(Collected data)
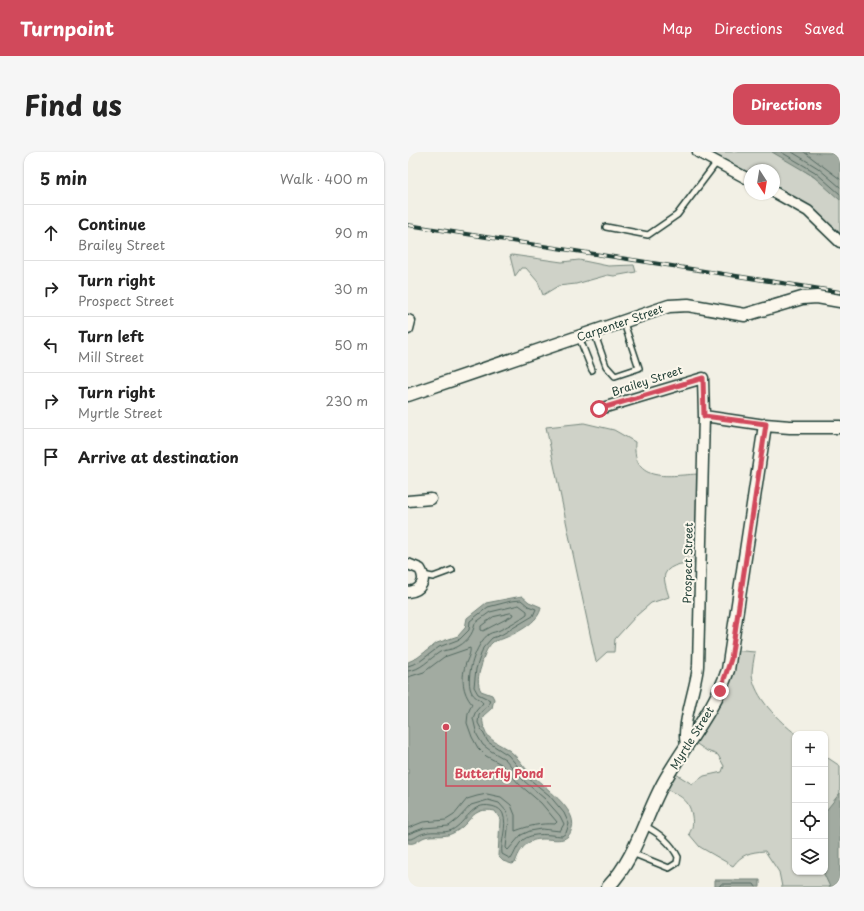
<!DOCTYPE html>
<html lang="en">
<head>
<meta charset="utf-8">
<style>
  :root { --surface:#fff; --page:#f6f6f6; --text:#222; --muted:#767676; --line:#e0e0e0; --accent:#d1495b }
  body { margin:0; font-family:"Playpen Sans",sans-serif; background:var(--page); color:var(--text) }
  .controls { position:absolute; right:12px; bottom:12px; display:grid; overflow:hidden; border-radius:8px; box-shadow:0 1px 3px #0004 }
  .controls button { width:36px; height:36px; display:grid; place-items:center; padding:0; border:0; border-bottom:1px solid var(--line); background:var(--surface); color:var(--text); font:20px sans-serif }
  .compass { position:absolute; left:336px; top:12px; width:36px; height:36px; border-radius:50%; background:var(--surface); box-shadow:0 1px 3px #0004; rotate:168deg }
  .stop { position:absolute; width:12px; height:12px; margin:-9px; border:3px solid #d1495b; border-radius:50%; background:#fff }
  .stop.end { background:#d1495b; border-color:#fff; box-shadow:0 1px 4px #0008 }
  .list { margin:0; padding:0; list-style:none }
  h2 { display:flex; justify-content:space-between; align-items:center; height:52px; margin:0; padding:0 16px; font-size:17px }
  h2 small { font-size:13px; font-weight:400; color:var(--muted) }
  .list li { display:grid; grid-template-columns:26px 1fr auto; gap:12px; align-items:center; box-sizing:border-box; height:56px; padding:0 16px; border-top:1px solid var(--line) }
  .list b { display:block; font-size:15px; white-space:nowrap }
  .list p { margin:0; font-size:13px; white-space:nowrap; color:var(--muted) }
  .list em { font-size:13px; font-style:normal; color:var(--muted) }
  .icon { flex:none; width:22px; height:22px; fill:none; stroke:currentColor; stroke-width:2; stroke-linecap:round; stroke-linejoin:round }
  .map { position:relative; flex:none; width:432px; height:735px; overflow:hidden; border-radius:12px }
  header { display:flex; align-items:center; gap:24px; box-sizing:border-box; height:56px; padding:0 20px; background:var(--accent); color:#fff }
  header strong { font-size:19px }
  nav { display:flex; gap:22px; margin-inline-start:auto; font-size:14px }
  .intro { display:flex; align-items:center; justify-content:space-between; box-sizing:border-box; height:96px; padding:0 24px }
  h1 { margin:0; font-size:28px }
  .button { padding:10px 18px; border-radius:12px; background:var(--accent); color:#fff; font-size:14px; font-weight:700 }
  main { display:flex; gap:24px; padding:0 24px }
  aside { flex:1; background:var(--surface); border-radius:12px; box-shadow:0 1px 3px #0004 }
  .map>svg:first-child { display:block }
</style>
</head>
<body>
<header>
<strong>Turnpoint</strong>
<nav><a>Map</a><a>Directions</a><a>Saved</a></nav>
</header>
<div class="intro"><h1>Find us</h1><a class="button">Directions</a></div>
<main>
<aside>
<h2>5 min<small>Walk · 400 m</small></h2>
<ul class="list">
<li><svg class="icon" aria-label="ahead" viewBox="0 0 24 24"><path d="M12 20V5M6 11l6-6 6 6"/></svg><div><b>Continue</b><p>Brailey Street</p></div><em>90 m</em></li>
<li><svg class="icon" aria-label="right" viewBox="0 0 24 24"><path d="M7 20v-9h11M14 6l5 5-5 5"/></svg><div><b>Turn right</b><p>Prospect Street</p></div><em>30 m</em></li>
<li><svg class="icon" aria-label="left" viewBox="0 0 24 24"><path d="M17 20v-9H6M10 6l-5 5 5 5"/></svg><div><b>Turn left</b><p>Mill Street</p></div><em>50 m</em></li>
<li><svg class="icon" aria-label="right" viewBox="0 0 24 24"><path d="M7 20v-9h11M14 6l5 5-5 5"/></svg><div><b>Turn right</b><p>Myrtle Street</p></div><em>230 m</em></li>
<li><svg class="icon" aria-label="arrive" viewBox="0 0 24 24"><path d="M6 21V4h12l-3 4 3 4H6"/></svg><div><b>Arrive at destination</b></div></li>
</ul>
</aside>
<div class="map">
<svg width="432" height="735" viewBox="0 0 432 735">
  <rect width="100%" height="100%" fill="#f2f0e5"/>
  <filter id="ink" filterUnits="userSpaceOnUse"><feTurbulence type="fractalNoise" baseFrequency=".025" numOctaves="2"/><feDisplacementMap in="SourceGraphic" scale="8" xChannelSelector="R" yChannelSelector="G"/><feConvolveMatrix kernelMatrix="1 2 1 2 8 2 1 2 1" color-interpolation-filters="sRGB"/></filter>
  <g filter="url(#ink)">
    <path fill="#cfd2c8" stroke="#77887e" d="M292,0H369L432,43V89L366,39V18H342V26Z
      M104,103L154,110L171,108L200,114L226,113L228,120L206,124L200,123L168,132L150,134L135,143L130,130L118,116H113L107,124L102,104Z
      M176,271L206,278L227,290C224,333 262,323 291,322L289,411C280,410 261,412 257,422C255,428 259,438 261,445L243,451L228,464L207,487L206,500H199L188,510L138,275Z
      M323,498L347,500C346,507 344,516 344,522C346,545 371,569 388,582L387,720H417V604L432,614L431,735H374L371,720L357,699C342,700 334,702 325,714L292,695L281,682C285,675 285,672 284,664C281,645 269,643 254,635L263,619L284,632L296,624L314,620L316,614L310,603L299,599L283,588L314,527L312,519L317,518Z"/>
    <path fill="#a2aba1" stroke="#6e7f75" d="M364,0L432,1V48L405,24Z
      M114,444L121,450L133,455C132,470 107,482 94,487C91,488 88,488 85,490C78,496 75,506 73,515C70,523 69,532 73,539L84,543L86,547L84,556L75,564C74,568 75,571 76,576C81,590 91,591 102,599C110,605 116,616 123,622C134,634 170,657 164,676C157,705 122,665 107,711L104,712L95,709L90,704L92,667L87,659C62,654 64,672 45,681C36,686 26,682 17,685C11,687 7,693 0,691V510L9,506L29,491L50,484L57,476L59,466L78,451Z
      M432,641V735H422L416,722L417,660Z
      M307,728H352V735H307Z"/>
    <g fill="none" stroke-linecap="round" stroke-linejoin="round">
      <path stroke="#536960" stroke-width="1" d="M373,0L407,20L432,42
        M384,0L410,16L432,35
        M396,0L432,27
        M103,461L105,462L104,464L75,479L73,478V474L85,465Z
        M0,514L11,510L31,495L52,487L61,478L62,469L80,455L103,449L113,448L120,454L128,457L125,464L93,483L84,486L75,496L68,517L66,535L70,542L82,548L80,554L71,562L70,571L80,590L100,603L120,626L141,643L156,661L161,672L158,681L154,684C140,683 122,679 112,691C108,696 106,703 103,707L94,702C92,690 100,674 95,662C93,657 88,655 83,654C63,650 59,670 44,678C35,682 26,678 17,681C10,682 7,688 0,687
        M0,519C13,518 21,507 32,500C36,498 42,498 47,496C58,491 65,483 67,471L82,460L111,453L119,459V462C111,468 102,473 92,478C89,480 84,480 81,482C68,491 57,524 63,539C66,546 71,546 75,551L68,559L65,566L69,583L75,593L83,599L97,607L116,629L137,647L152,664L156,672L152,679L134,677L122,679L113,683L100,698L98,696L101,667L99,660L91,651L80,648L63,653L50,667L41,674L16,676L0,682
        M0,525L16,520L36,505L62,496C63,500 60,506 58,511C53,525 54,540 64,552L60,561L59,571L64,585L70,596L78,604L93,612L112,633L133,651L149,670L147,672C132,671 121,674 107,679V663L103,653L93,645L79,642L69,644L59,647L46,663L38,668L15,670L0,676
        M311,735L313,732H346L348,735"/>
      <defs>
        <path id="service" d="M198,75L240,83L269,63L309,10
          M186,180L198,214L207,224L231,216L216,171
          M171,185L184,218
          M15,423L25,425L44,418
          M224,701L261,716L269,711L270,705C263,691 251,681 237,674"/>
        <path id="minor" d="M290,0L342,28
          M366,40L400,59L432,90
          M0,168L2,169L0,177
          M191,257L295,226L296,264L290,514C289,533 271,579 279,594
          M296,264L357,273
          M0,349L23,347
          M0,412L12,417C19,428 13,439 0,440"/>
        <path id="tertiary" d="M0,243L261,154L280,153L337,163L394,146L409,145L432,149
          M200,735C229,705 237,663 257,628C278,591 306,559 320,518L357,273L382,275H432"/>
      </defs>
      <use href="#service" stroke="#1f3d34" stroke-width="8"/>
      <use href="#minor" stroke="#1f3d34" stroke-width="13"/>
      <use href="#tertiary" stroke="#1f3d34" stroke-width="15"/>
      <use href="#service" stroke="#fbf7ec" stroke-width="5"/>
      <use href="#minor" stroke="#fbf7ec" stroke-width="10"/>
      <use href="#tertiary" stroke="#fbf7ec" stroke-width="12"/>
      <defs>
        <path id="rail" d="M0,73L432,140"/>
      </defs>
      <use href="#rail" stroke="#1f3d34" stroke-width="4"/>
      <use href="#rail" stroke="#fbf7ec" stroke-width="2.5" stroke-dasharray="8" stroke-linecap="butt"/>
    </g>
  </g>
  <g fill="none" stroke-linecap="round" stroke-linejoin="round" filter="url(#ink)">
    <path stroke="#d1495b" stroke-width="5" d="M191,257L295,226L296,264L358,272L323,507L312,539"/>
  </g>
  <g text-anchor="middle" stroke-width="4" stroke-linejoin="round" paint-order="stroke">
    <g font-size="11" fill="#1f3d34" stroke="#fbf7ec">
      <text transform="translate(212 171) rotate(-19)" y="4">Carpenter Street</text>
      <text transform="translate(239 229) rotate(-18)" y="4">Brailey Street</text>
      <text transform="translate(280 411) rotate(-89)" y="4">Prospect Street</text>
      <text transform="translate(284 586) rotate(-58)" y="4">Myrtle Street</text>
    </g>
  </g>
  <path fill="none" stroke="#d1495b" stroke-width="1.5" d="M38 575L38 634H143"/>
  <circle fill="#d1495b" stroke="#fbf7ec" stroke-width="1.5" cx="38" cy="575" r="4"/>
  <g font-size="12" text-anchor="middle" font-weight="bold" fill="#d1495b" stroke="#fbf7ec" stroke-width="4" stroke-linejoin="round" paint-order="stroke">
    <text x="91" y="626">Butterfly Pond</text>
  </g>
</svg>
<div class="controls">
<button>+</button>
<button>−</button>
<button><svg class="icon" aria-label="locate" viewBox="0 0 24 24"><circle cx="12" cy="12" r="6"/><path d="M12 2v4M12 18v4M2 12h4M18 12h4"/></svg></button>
<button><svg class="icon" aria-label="layers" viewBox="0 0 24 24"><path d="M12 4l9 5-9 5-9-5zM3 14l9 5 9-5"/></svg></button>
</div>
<svg class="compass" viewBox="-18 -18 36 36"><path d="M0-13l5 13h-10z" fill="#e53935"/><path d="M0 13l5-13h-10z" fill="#767676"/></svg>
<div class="stop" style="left:191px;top:257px"></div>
<div class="stop end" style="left:312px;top:539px"></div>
</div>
</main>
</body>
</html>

» What is being asked:
Your answer should consist of each line of the data above in which the word "body" occurs.

» Answer section:
  body { margin:0; font-family:"Playpen Sans",sans-serif; background:var(--page); color:var(--text) }
<body>
</body>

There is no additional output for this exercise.